Predictive analytics use algorithms that can be applied to large volumes of data to extract patterns and predict future outcomes. This is particularly appealing to companies overwhelmed by an increasing amount of unstructured data, also known as big data.

The creation of the social Web has led to a new wave of unstructured data and, subsequently, to technologies that have sprouted up to decipher it. According to Gartner, analytical systems are expanding their focus on capturing and correlating structured data to include unstructured data as well. Additionally, while machine-learning is not new, what is developing is what Gartner calls "man-machine partnerships" that "learn and deliver prescriptive advice" through analytics to make employees more efficient.

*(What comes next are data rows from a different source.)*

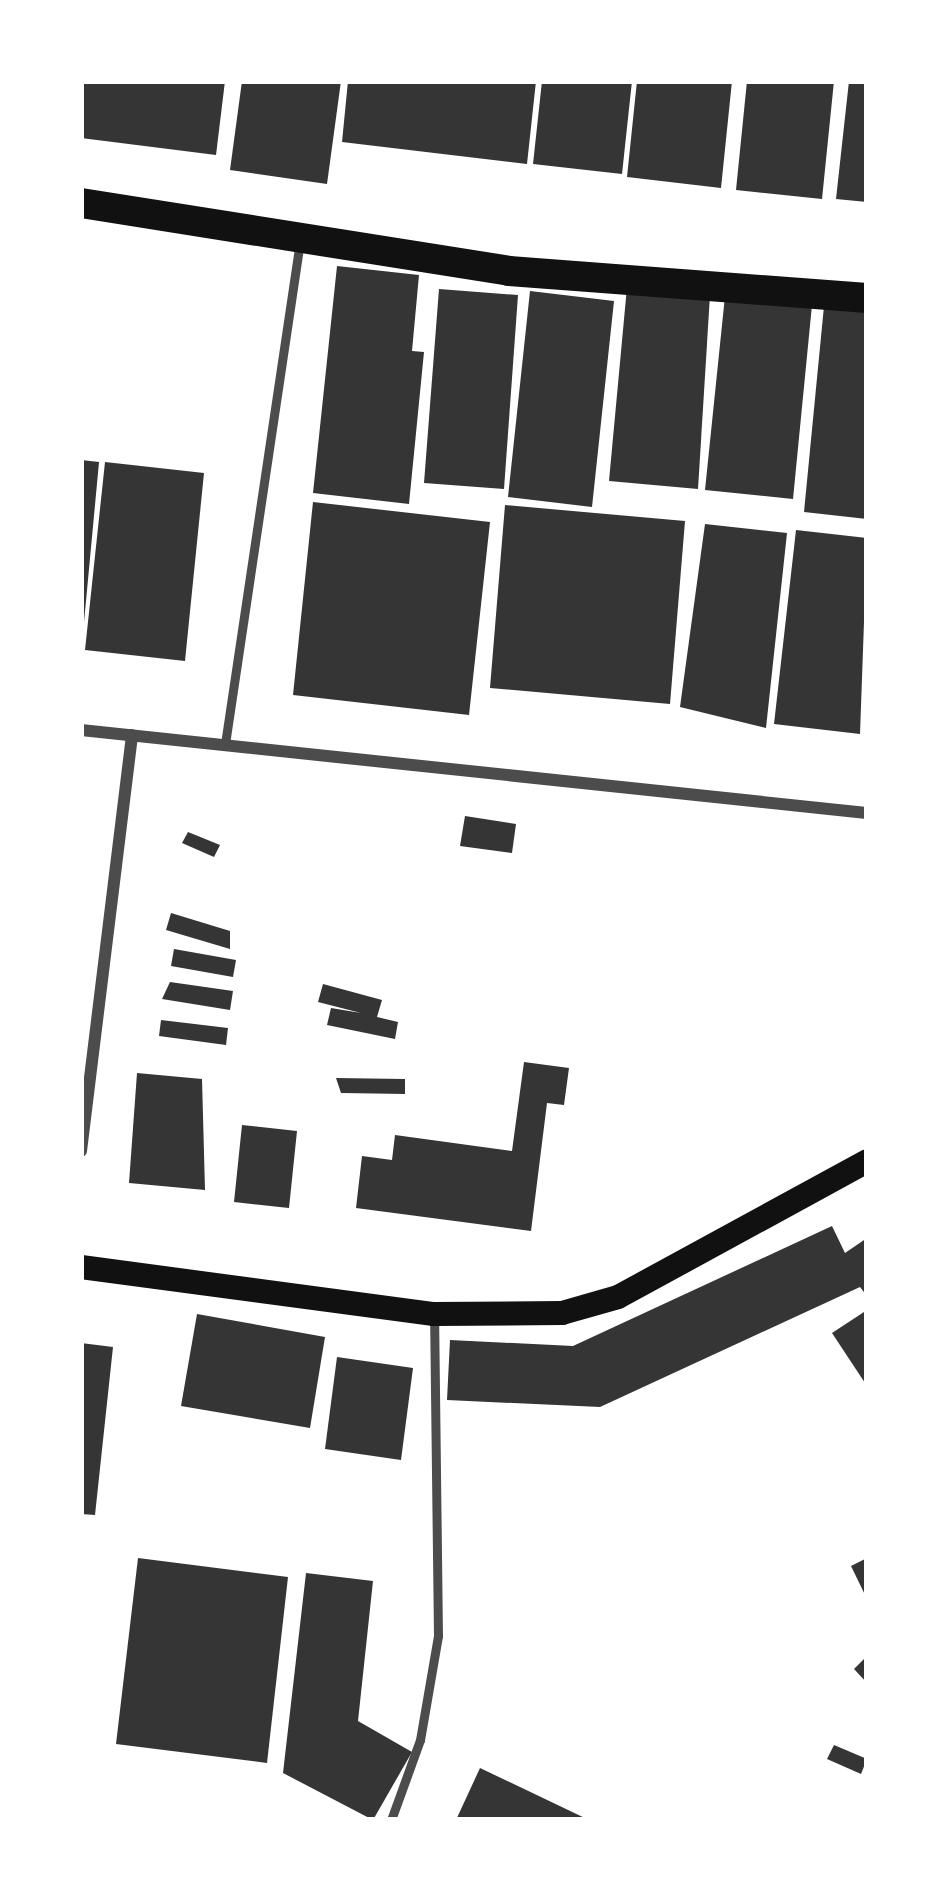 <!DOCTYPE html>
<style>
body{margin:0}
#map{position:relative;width:948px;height:1901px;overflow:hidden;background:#fff;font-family:"Golos Text",sans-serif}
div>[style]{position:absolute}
.building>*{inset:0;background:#353535}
.service>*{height:9px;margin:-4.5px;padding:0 4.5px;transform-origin:4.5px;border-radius:4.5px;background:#4c4c4c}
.minor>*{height:12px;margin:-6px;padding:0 6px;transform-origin:6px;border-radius:6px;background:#4c4c4c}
.secondary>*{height:24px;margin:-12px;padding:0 12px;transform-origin:12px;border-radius:12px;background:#111}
.primary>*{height:30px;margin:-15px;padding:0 15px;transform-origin:15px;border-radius:15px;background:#111}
span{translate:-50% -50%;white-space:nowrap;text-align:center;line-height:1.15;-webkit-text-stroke:12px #fff;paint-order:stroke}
.frame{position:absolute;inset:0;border:84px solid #fff;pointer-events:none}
</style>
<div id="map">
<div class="building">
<div style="clip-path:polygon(81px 81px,225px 81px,216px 155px,81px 138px)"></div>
<div style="clip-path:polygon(242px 81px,341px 81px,327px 184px,230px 170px)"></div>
<div style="clip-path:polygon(348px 81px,536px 81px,527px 164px,342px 142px)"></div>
<div style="clip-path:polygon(542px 81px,632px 81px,622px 174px,533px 164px)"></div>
<div style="clip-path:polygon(637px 81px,732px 81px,721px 188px,627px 177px)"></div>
<div style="clip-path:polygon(747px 81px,834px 81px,822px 199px,736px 190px)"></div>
<div style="clip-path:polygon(849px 81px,867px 81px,867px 202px,836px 199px)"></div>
<div style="clip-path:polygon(337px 266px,419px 275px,412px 351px,424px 352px,409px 504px,313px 493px)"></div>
<div style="clip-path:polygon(627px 287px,710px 295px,698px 489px,609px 481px)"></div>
<div style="clip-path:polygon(439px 289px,518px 295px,504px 489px,424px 483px)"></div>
<div style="clip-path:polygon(530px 291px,614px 301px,592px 507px,508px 497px)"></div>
<div style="clip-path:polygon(725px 296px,812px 305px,793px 499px,705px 490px)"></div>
<div style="clip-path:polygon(824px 306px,867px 311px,867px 519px,804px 512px)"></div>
<div style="clip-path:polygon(81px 460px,99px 462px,84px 622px,81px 621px)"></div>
<div style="clip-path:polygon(105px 462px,204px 473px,185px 661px,85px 650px)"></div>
<div style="clip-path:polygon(313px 502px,490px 522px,469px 715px,293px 695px)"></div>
<div style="clip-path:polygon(505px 505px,685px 521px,670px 704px,490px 688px)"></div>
<div style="clip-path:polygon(705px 524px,787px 533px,766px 728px,680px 707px)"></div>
<div style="clip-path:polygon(796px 530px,867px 538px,860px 734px,774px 724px)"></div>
<div style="clip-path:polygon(465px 816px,516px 824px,512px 853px,460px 846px)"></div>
<div style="clip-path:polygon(188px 832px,220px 845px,214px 857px,182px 843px)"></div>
<div style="clip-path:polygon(171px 913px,230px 931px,230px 949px,166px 930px)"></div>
<div style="clip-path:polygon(174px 949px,236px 960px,233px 977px,171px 966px)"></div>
<div style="clip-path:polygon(170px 982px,233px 991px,230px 1010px,162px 999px)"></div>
<div style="clip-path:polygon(323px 984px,382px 1000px,377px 1017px,398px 1022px,395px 1039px,327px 1025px,331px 1008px,361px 1013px,318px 1002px)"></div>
<div style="clip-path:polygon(161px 1020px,228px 1028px,226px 1045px,159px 1036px)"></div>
<div style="clip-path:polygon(524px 1062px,569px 1068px,564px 1105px,547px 1103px,531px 1231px,356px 1208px,362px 1156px,392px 1160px,395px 1135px,512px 1151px)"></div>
<div style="clip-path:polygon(137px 1073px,202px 1079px,205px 1190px,129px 1183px)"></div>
<div style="clip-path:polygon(336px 1078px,405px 1079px,405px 1094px,341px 1093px)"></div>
<div style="clip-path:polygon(242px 1125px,297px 1131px,289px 1208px,234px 1202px)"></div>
<div style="clip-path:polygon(832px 1226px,845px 1253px,867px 1238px,867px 1296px,860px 1287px,600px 1407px,447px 1400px,450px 1340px,573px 1346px)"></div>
<div style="clip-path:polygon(867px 1310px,867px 1386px,832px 1333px)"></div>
<div style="clip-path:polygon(197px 1314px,325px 1337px,310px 1428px,181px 1406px)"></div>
<div style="clip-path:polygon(81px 1343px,113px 1347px,95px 1515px,81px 1514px)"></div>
<div style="clip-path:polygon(337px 1357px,413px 1368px,401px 1460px,325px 1449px)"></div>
<div style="clip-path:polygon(138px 1558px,288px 1577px,267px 1763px,116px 1744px)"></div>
<div style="clip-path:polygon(867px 1558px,867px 1599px,851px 1566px)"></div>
<div style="clip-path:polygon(306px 1573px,373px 1581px,358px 1721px,412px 1752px,373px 1820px,283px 1773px)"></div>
<div style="clip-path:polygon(867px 1656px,867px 1683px,854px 1669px)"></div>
<div style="clip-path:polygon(834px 1745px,867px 1759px,861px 1774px,827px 1759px)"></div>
<div style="clip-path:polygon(480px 1768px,589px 1820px,456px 1820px)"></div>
</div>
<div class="service">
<div style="left:225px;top:744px;width:509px;rotate:-81.52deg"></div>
<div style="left:391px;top:1820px;width:85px;rotate:-70.1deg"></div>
<div style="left:420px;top:1740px;width:106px;rotate:-80.2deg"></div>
<div style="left:438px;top:1636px;width:317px;rotate:-90.7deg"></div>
</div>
<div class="minor">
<div style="left:81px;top:730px;width:790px;rotate:6.03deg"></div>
<div style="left:81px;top:1151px;width:419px;rotate:-83deg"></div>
</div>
<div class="secondary">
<div style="left:81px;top:1267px;width:356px;rotate:7.6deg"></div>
<div style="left:434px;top:1314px;width:128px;rotate:-0.4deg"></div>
<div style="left:562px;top:1313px;width:58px;rotate:-15.9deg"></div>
<div style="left:618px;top:1297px;width:284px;rotate:-28.6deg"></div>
</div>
<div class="primary">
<div style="left:81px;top:203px;width:433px;rotate:9deg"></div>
<div style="left:509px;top:271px;width:359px;rotate:4.3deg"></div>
</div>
<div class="frame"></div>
</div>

While companies have been investing in tools to help them uncover valuable business insights for years, predictive analytics is not about the simple business intelligence tools of yesteryear. "In predictive analytics, you don't know what data matters," says Mike Gualtieri, Forrester Research principal analyst and author of "The Forrester Wave: Big Data Predictive Analytics Solutions." "In business intelligence, you sit in a meeting and try to decide, 'What do we want to see in the dashboard?' 'What are the KPIs?' 'What reports should we use?' That's all important, but in predictive analytics, you're saying, 'Give me all the data you've got and then the predictive algorithms will find what's relevant.'"

Predictive analytics can help companies in a variety of ways. E-commerce companies, for example, need insights into customers' Web behaviors, which go deeper than simply measuring standard bounce and click-through rates. Thus, companies such as Quiterian, acquired by Actuate last fall, help e-commerce sites gain a better understanding of conversion rates by identifying cross-selling opportunities and the likelihood that a customer will buy in the future.

Any business that sells subscriptions, warranties, and contracts knows that running a business rooted in recurring revenue is no easy task. Based on Gartner statistics, it's estimated that $30 billion gets left on the table annually. This is because a majority of the sales models are tailored around new customer acquisition. A cloud-based solution such as ServiceSource, through its Renew OnDemand analytics, tracks key performance drivers specifically tailored to renewals. ServiceSource examines a recurring business' data streams, determines how often customers are using a service and to what extent, and then builds models that identify the propensity of customer churn.

Regardless of the environment, for predictive analytics to work most effectively, there needs to be some variety to the data coming from multiple sources, Gualtieri maintains. Clearly, there could be other market indicators, such as a competitor's launch of a new product, that could weigh on sales in one quarter. By bringing historical data together with information from external sources, such as credit ratings or Internet data, a company has a better shot at success.